Problem description:
Quote the entries word for word. Omit the pictures.

Information:
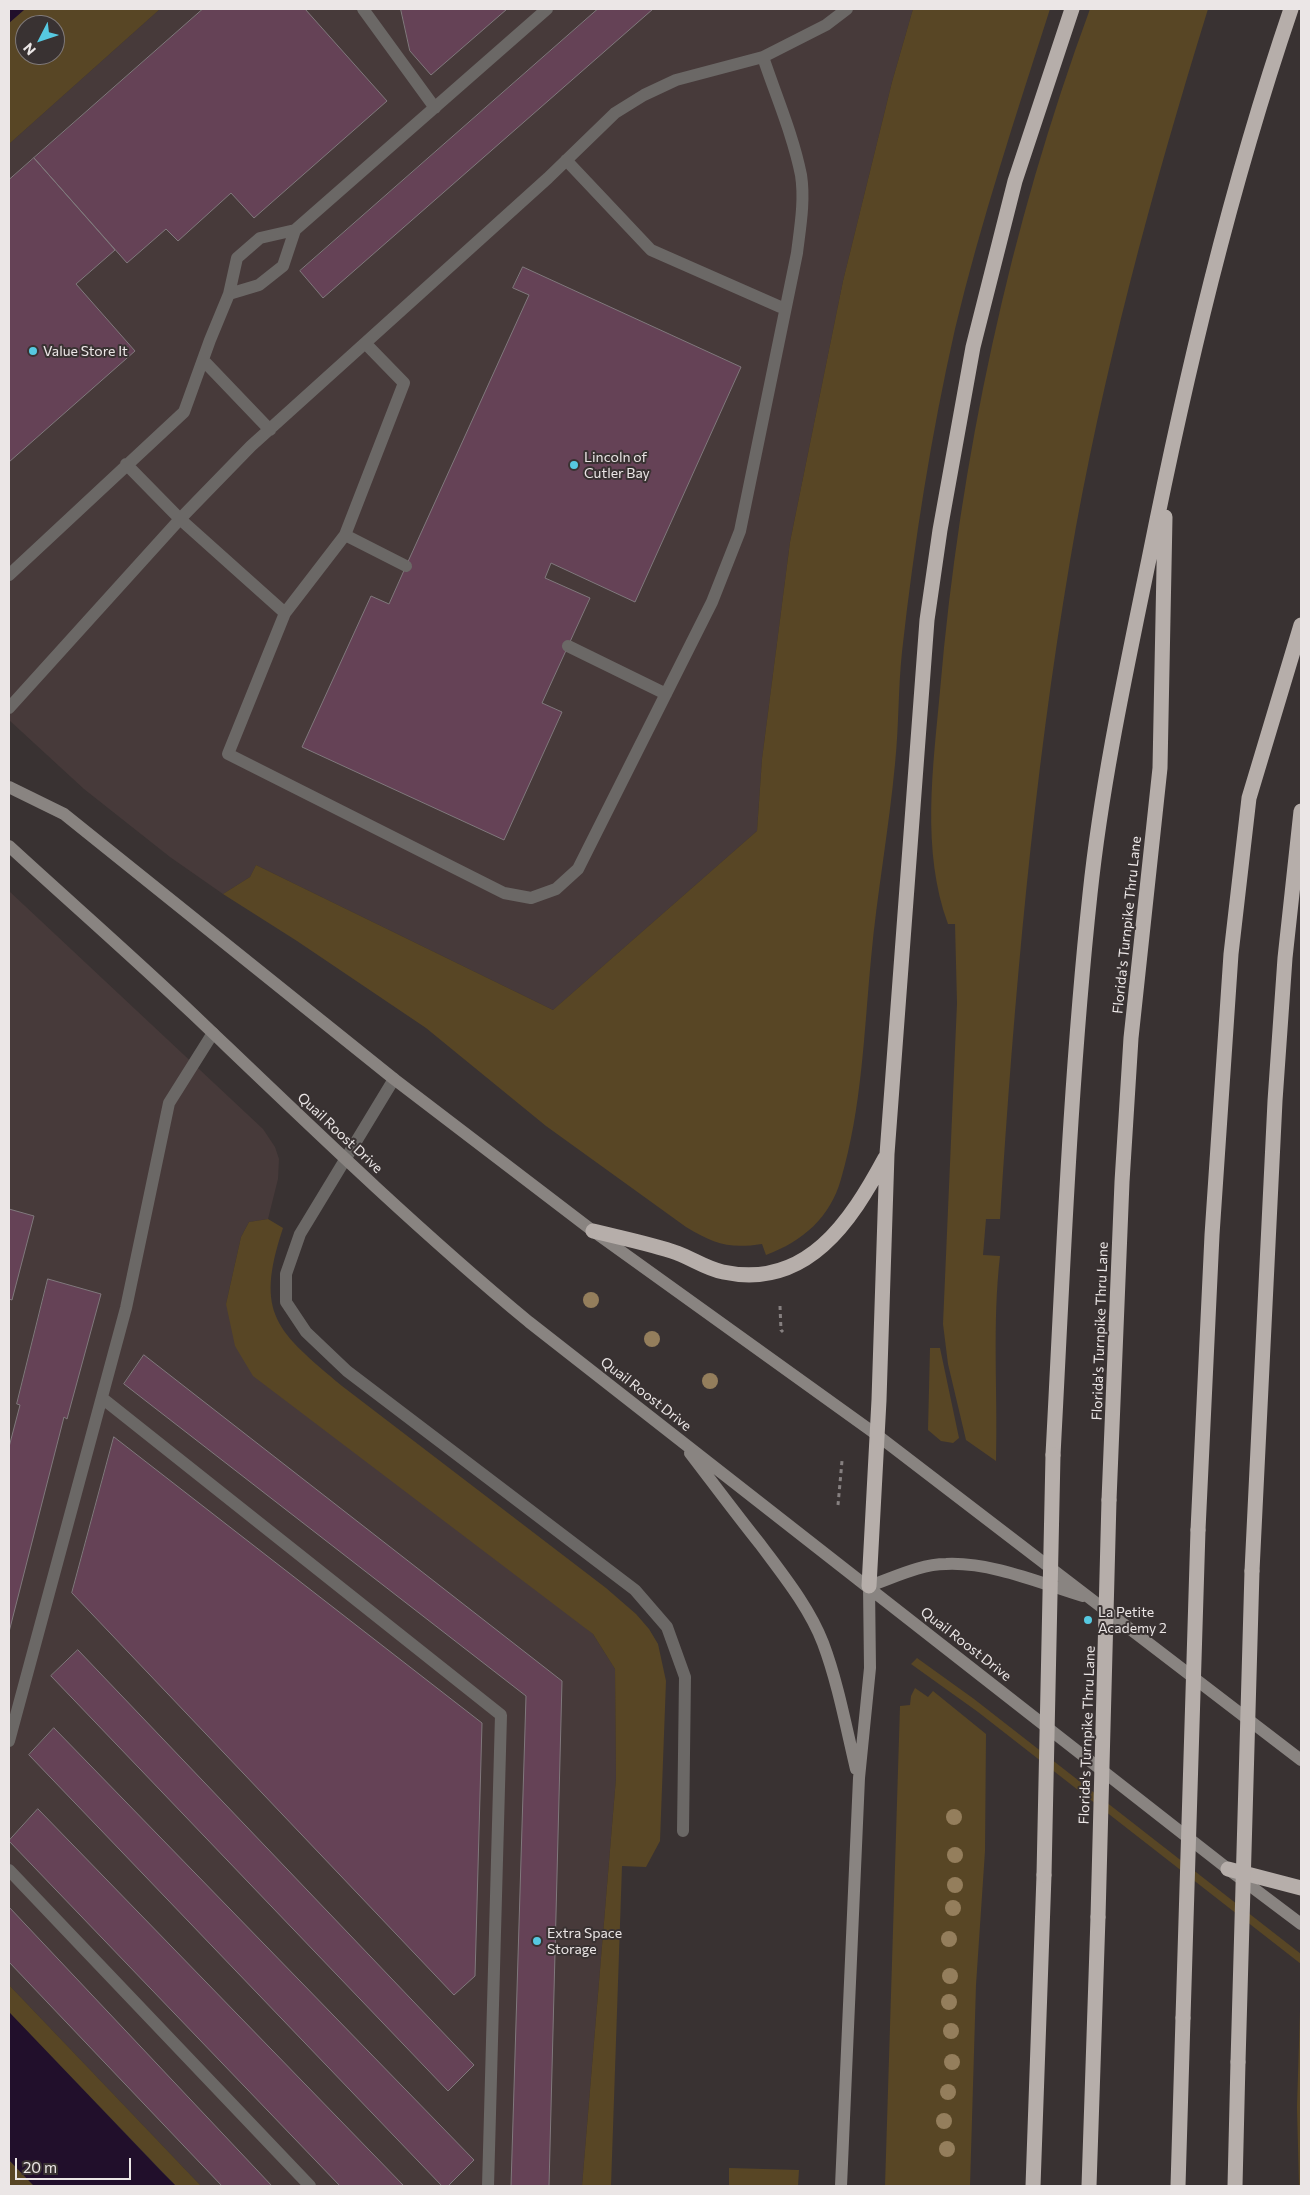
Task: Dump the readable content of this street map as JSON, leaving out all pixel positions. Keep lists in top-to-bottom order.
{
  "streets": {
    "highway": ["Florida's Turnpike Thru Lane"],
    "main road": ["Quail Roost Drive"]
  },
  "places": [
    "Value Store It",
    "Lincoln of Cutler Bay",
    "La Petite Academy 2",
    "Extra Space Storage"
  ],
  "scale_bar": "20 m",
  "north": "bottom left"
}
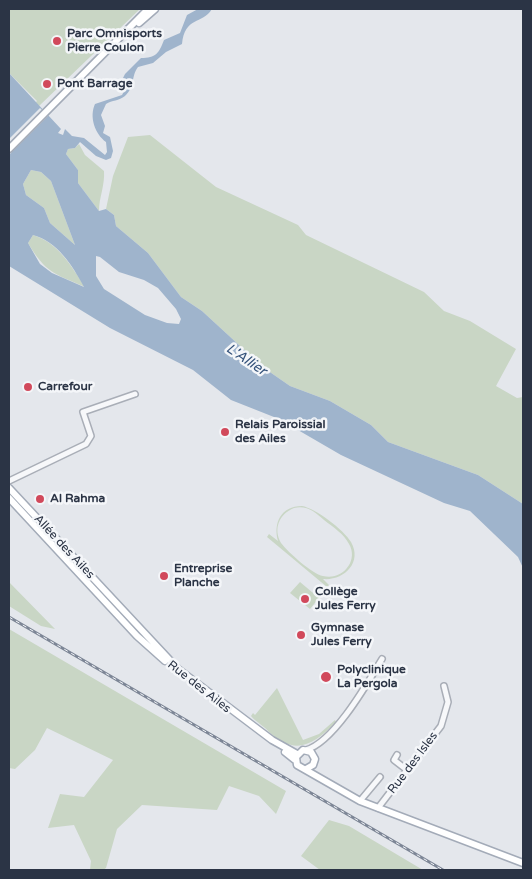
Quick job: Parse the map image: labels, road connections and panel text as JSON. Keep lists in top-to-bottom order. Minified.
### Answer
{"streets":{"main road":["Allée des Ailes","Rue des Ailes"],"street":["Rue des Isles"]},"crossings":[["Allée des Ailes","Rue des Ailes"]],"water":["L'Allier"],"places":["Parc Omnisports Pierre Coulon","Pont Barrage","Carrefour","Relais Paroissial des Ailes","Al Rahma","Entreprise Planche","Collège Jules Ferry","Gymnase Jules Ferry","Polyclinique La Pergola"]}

Solution to this task:
Task: Dump the readable content of this street map as JSON, leaving out all pixel positions. Keep lists in top-to-bottom order.
{
  "streets": {
    "highway": ["Florida's Turnpike Thru Lane"],
    "main road": ["Quail Roost Drive"]
  },
  "places": [
    "Value Store It",
    "Lincoln of Cutler Bay",
    "La Petite Academy 2",
    "Extra Space Storage"
  ],
  "scale_bar": "20 m",
  "north": "bottom left"
}
Quick job: Parse the map image: labels, road connections and panel text as JSON. Keep lists in top-to-bottom order. Minified.
### Answer
{"streets":{"main road":["Allée des Ailes","Rue des Ailes"],"street":["Rue des Isles"]},"crossings":[["Allée des Ailes","Rue des Ailes"]],"water":["L'Allier"],"places":["Parc Omnisports Pierre Coulon","Pont Barrage","Carrefour","Relais Paroissial des Ailes","Al Rahma","Entreprise Planche","Collège Jules Ferry","Gymnase Jules Ferry","Polyclinique La Pergola"]}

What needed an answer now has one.